Thursday, May 5, 2011

Do You Have Youthful Looking Skin?

 For years I have taught my clients the benefits of ingesting certain vitamins, antioxidants, and foods that nourish the skin, promote collagen production and give an overall appearance of a youthful and healthy glow. In my research, the following nutrients are the best to consume for healthy, young-looking skin. Although I am listing food sources below, you may not be getting enough vitamins and minerals since our foods and soil are depleted of nutrients.If you choose any supplements,  I advise visiting your health practitioner for recommended doses.

Silica:Silica is a trace mineral that strengthens the body's connective tissues - muscles, tendons, hair, ligaments, nails, cartilage, and bone - and is vital for healthy skin. Silica deficiency can result in reduced skin elasticity and can hamper the body's ability to heal wounds. Food sources of silica include leeks, green beans, garbanzo beans, strawberries, cucumber, mango, celery, asparagus and rhubarb. In its natural form, silica is found in the horsetail herb. 

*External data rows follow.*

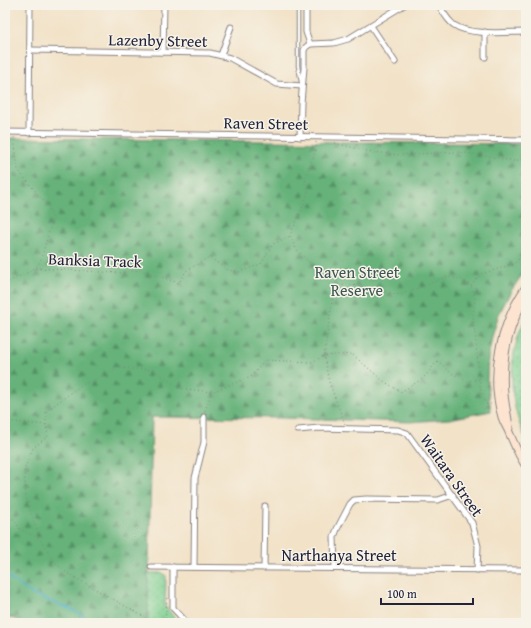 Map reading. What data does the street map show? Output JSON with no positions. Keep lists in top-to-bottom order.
{
  "streets": {
    "street": [
      "Lazenby Street",
      "Raven Street",
      "Waitara Street",
      "Narthanya Street"
    ],
    "path": ["Banksia Track"]
  },
  "crossings": [
    ["Waitara Street", "Narthanya Street"]
  ],
  "parks": ["Raven Street Reserve"],
  "scale_bar": "100 m"
} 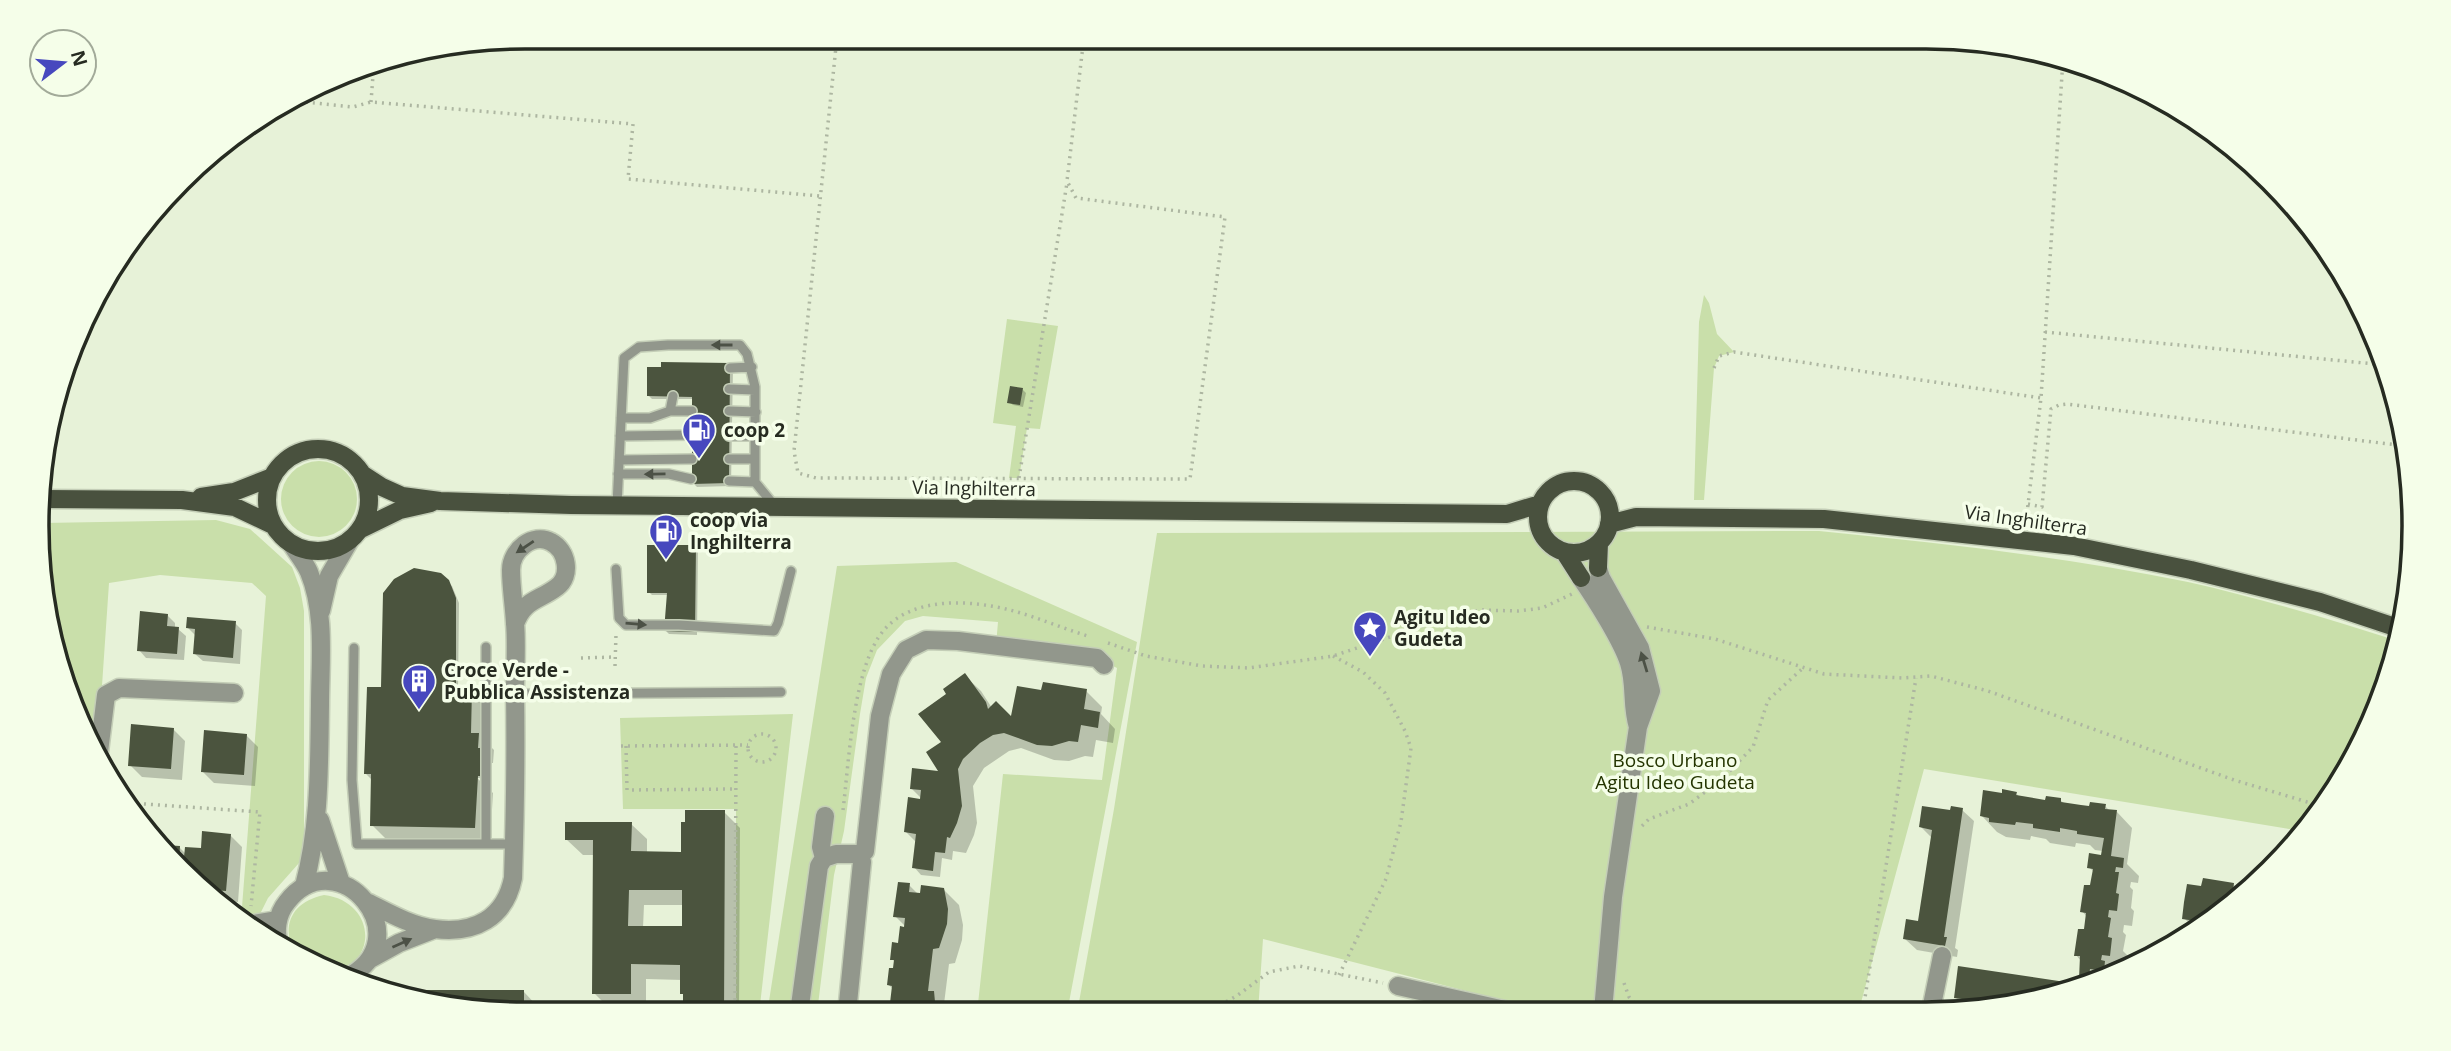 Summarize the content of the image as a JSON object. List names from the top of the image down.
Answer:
{
  "streets": {
    "main road": ["Via Inghilterra"]
  },
  "parks": ["Bosco Urbano Agitu Ideo Gudeta"],
  "places": {
    "fuel station": ["coop 2", "coop via Inghilterra"],
    "place": ["Agitu Ideo Gudeta"],
    "building": ["Croce Verde - Pubblica Assistenza"]
  },
  "north": "right"
} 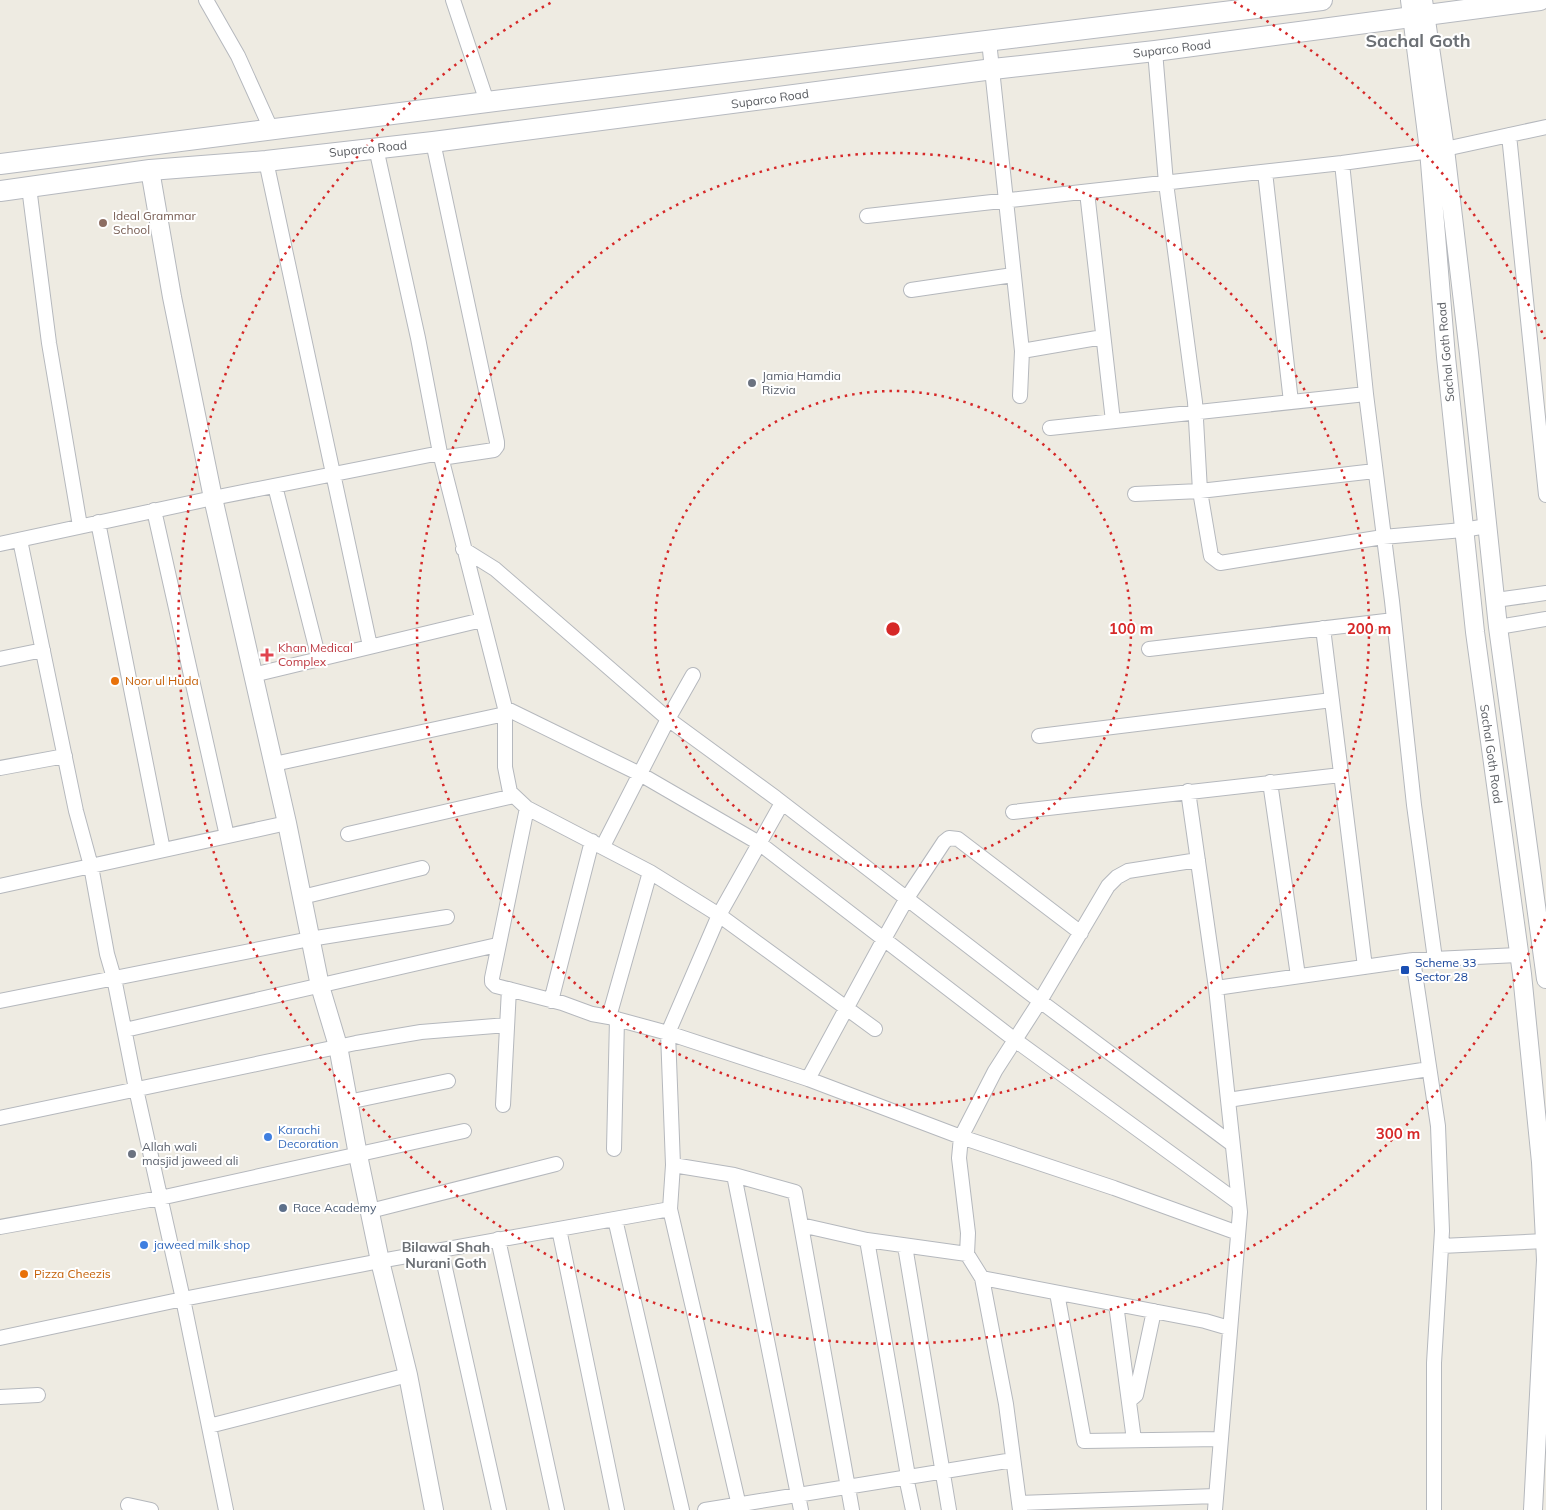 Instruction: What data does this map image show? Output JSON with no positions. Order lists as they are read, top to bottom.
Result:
{
  "streets": {
    "main road": ["Suparco Road"],
    "street": ["Sachal Goth Road"]
  },
  "crossings": [
    ["Suparco Road", "Sachal Goth Road"]
  ],
  "districts": ["Sachal Goth", "Bilawal Shah Nurani Goth"],
  "places": {
    "other": [
      "Ideal Grammar School",
      "Jamia Hamdia Rizvia",
      "Noor ul Huda",
      "Karachi Decoration",
      "Allah wali masjid jaweed ali",
      "Race Academy",
      "jaweed milk shop",
      "Pizza Cheezis"
    ],
    "health": ["Khan Medical Complex"],
    "transit": ["Scheme 33 Sector 28"]
  },
  "rings": ["100 m", "200 m", "300 m"]
} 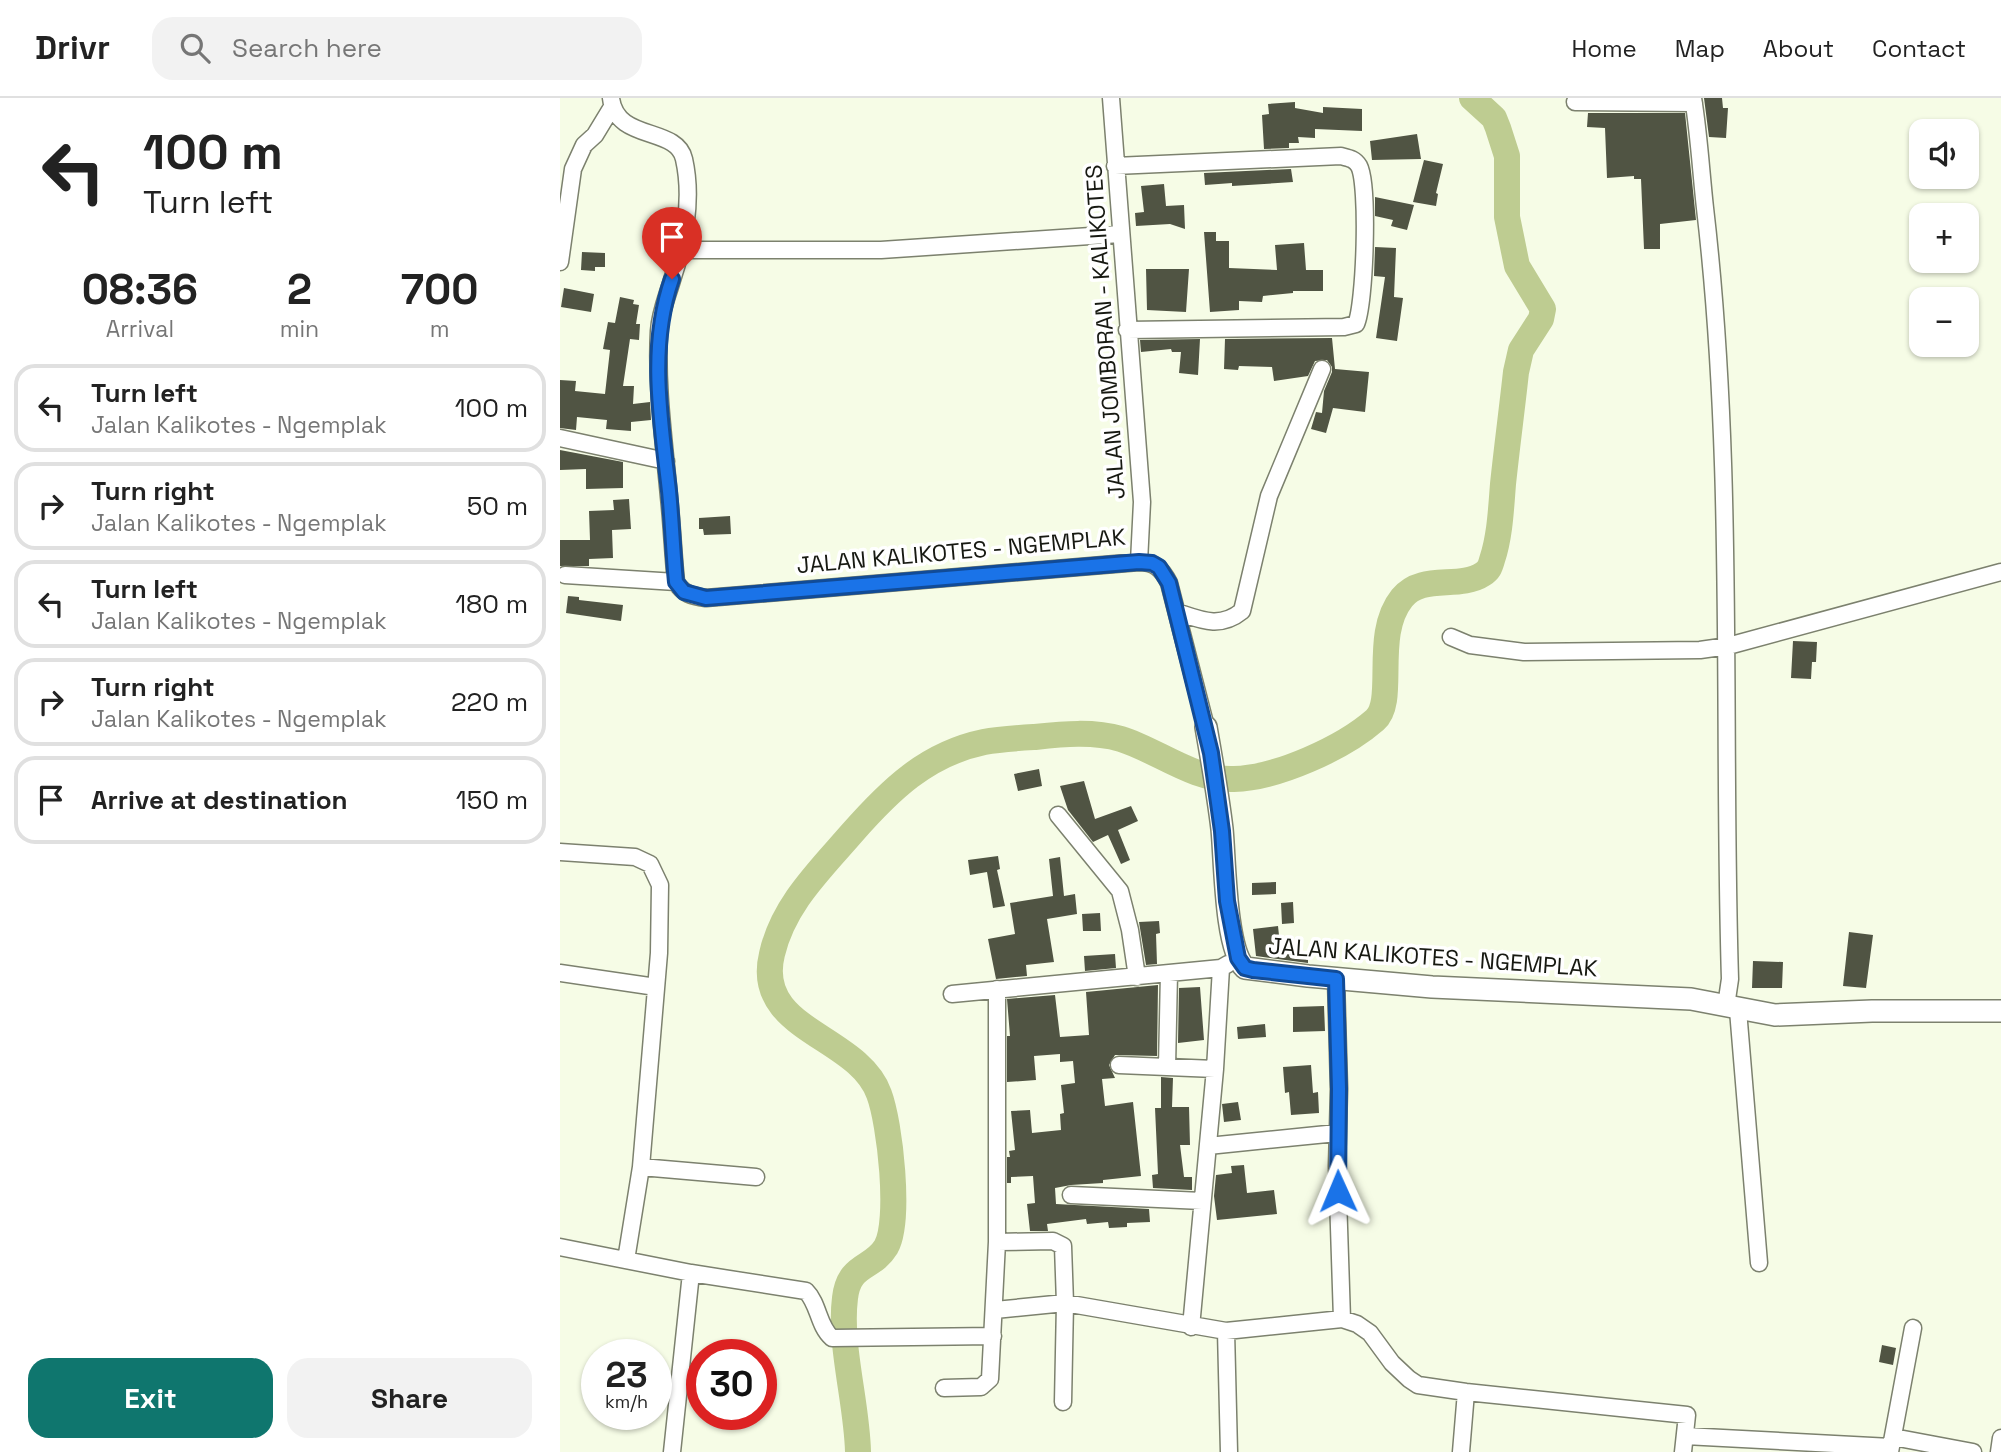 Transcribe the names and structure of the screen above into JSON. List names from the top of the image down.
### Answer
{
  "streets": {
    "main road": ["JALAN KALIKOTES - NGEMPLAK"],
    "street": ["JALAN JOMBORAN - KALIKOTES"]
  },
  "crossings": [
    ["JALAN JOMBORAN - KALIKOTES", "JALAN KALIKOTES - NGEMPLAK"]
  ],
  "page": {
    "header": "Drivr",
    "search": "Search here",
    "nav": [
      "Home",
      "Map",
      "About",
      "Contact"
    ],
    "turn": ["100 m", "Turn left"],
    "map_buttons": ["+", "−"],
    "eta": [
      "08:36",
      "Arrival",
      "2",
      "min",
      "700",
      "m"
    ],
    "list": [
      {
        "name": "Turn left",
        "note": "Jalan Kalikotes - Ngemplak",
        "value": "100 m"
      },
      {
        "name": "Turn right",
        "note": "Jalan Kalikotes - Ngemplak",
        "value": "50 m"
      },
      {
        "name": "Turn left",
        "note": "Jalan Kalikotes - Ngemplak",
        "value": "180 m"
      },
      {
        "name": "Turn right",
        "note": "Jalan Kalikotes - Ngemplak",
        "value": "220 m"
      },
      {
        "name": "Arrive at destination",
        "value": "150 m"
      }
    ],
    "speed": "23 km/h",
    "limit": "30",
    "buttons": ["Exit", "Share"]
  }
}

Zinc: The mineral zinc is an important component of healthy skin, especially for acne sufferers. In fact, acne itself may be a symptom of zinc deficiency. Zinc acts by controlling the production of oil in the skin, and may also help control some of the hormones that create acne. Zinc is also required for proper immune system function, as well as for the maintenance of vision, taste, and smell. Zinc consumption is also strongly linked to a reduction of prostate cancer.
Foods rich in zinc include fresh oysters, pumpkin seeds, ginger, pecans, Brazil nuts, oats, and eggs. .

Omega-3 Fatty Acids: Dry, inflamed skin or skin that suffers from the frequent appearance of whiteheads or blackheads can benefit from supplementing with essential fatty acids (EFAs), especially omega-3s. EFAs are responsible for skin repair, moisture content, and overall flexibility, but because the body cannot produce its own EFAs, they must be obtained through the diet.

The typical American diet is overabundant in omega-6 fatty acids found in baked goods and grains, and lacking in omega-3s, found in cold-water fish such as salmon and mackerel, as well as flaxseeds and safflower oil. Simply balancing the intake of omega-3s with omega-6s can result in smoother, younger-looking skin. EFAs are also available in supplement form - such as fish oil capsules or evening primrose oil - and are effective at treating a wide range of disorders, from depression and cancer to arthritis and heart disease. Good sources of omega-3 oils include chia seeds, flax seeds and, for non-vegetarians, wild-harvested fish oils.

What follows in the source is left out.